Information supplied section start

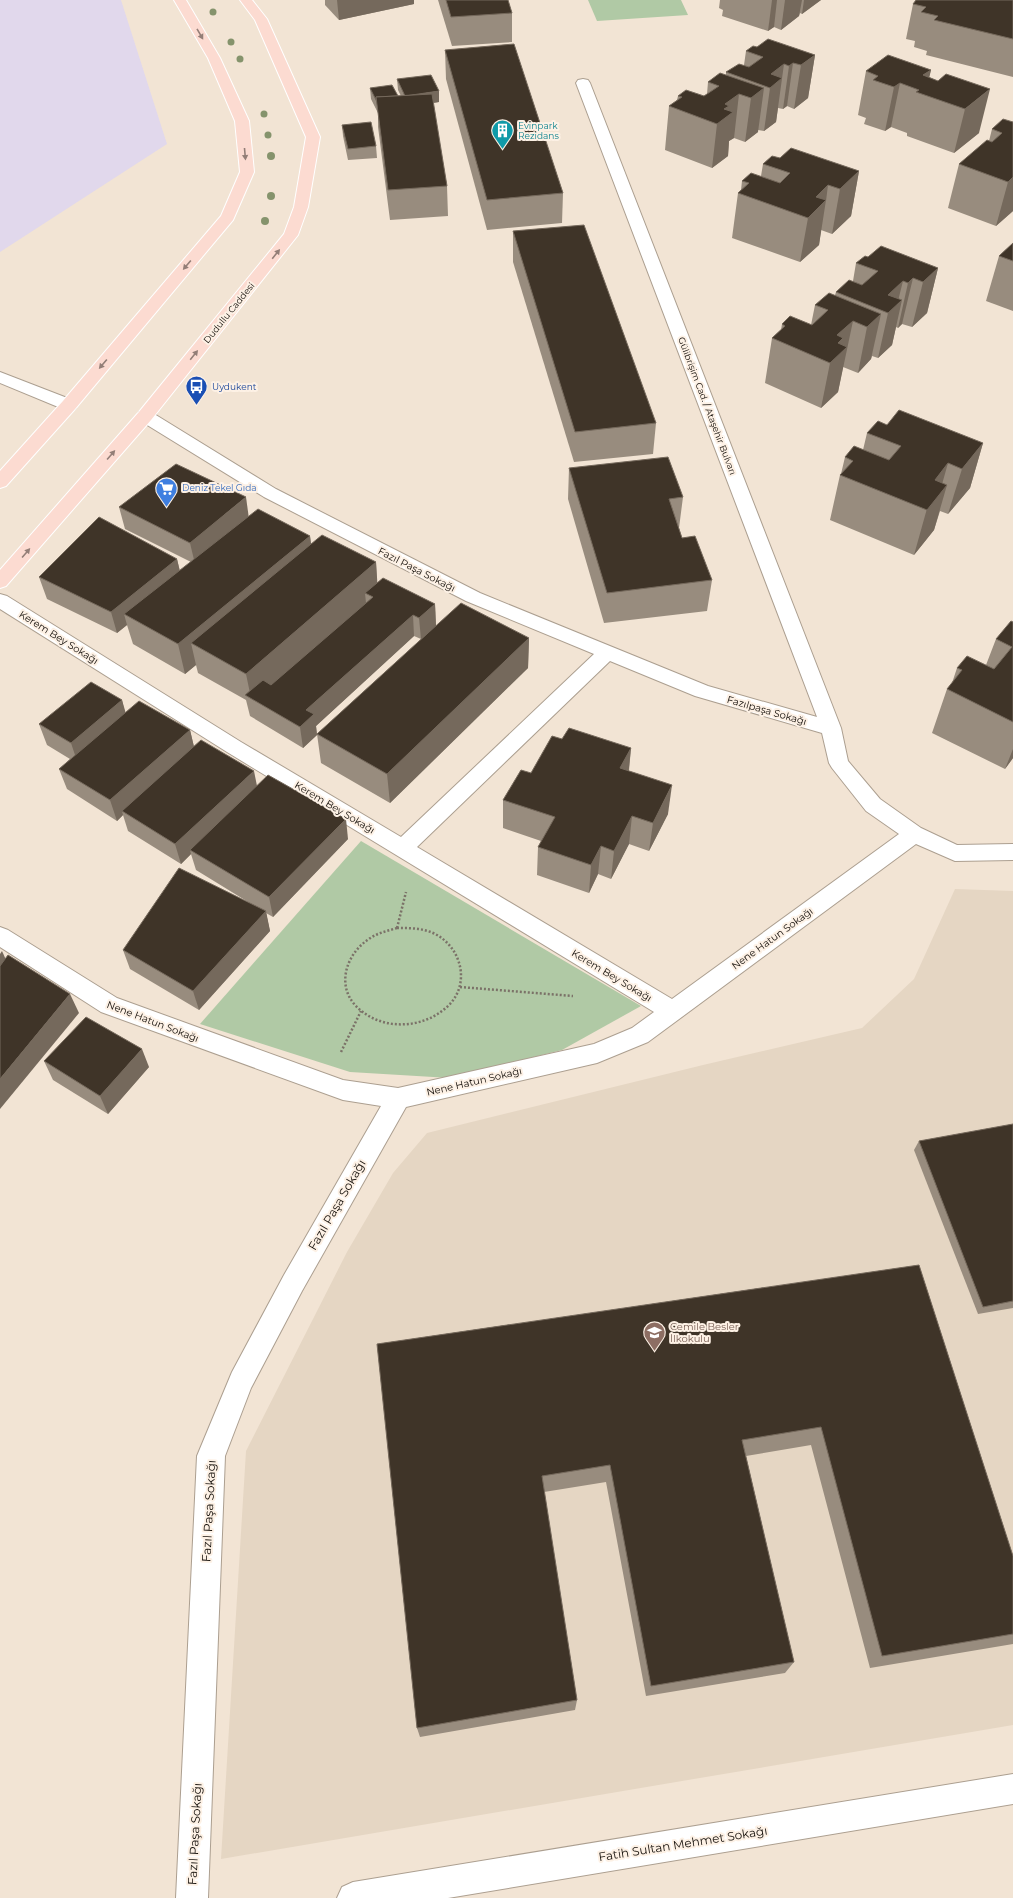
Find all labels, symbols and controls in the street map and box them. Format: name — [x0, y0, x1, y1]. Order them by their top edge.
one-way arrow — [197, 28, 204, 40]
building icon: Evinpark Rezidans — [489, 118, 515, 151]
place label: Evinpark Rezidans — [518, 120, 559, 141]
one-way arrow — [242, 148, 248, 160]
one-way arrow — [271, 248, 280, 259]
one-way arrow — [183, 260, 192, 270]
street label: Dudullu Caddesi — [201, 280, 256, 345]
street label: Gülibrişim Cad. / Ataşehir Bulvarı — [676, 335, 739, 476]
one-way arrow — [190, 350, 199, 361]
one-way arrow — [99, 359, 108, 370]
bus stop icon: Uydukent — [184, 374, 210, 407]
place label: Uydukent — [212, 381, 257, 392]
one-way arrow — [107, 450, 116, 460]
supermarket icon: Deniz Tekel Gıda — [153, 475, 179, 508]
place label: Deniz Tekel Gıda — [182, 482, 257, 493]
street label: Fazıl Paşa Sokağı — [376, 544, 458, 595]
one-way arrow — [21, 548, 30, 558]
street label: Kerem Bey Sokağı — [17, 608, 101, 667]
street label: Fazılpaşa Sokağı — [726, 693, 808, 728]
street label: Kerem Bey Sokağı — [292, 778, 377, 837]
street label: Nene Hatun Sokağı — [729, 904, 816, 972]
street label: Kerem Bey Sokağı — [569, 946, 654, 1005]
street label: Nene Hatun Sokağı — [105, 998, 201, 1045]
street label: Nene Hatun Sokağı — [425, 1064, 523, 1099]
street label: Fazıl Paşa Sokağı — [305, 1157, 369, 1253]
school or university icon: Cemile Besler İlkokulu — [642, 1319, 668, 1352]
place label: Cemile Besler İlkokulu — [670, 1320, 739, 1345]
street label: Fazıl Paşa Sokağı — [198, 1460, 219, 1562]
street label: Fazıl Paşa Sokağı — [184, 1783, 205, 1885]
street label: Fatih Sultan Mehmet Sokağı — [597, 1823, 768, 1864]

Information supplied section end

> _Task statement_:
Pull out each line of the listing that holds the string "Hatun".

> _Exercise result_:
street label: Nene Hatun Sokağı — [729, 904, 816, 972]
street label: Nene Hatun Sokağı — [105, 998, 201, 1045]
street label: Nene Hatun Sokağı — [425, 1064, 523, 1099]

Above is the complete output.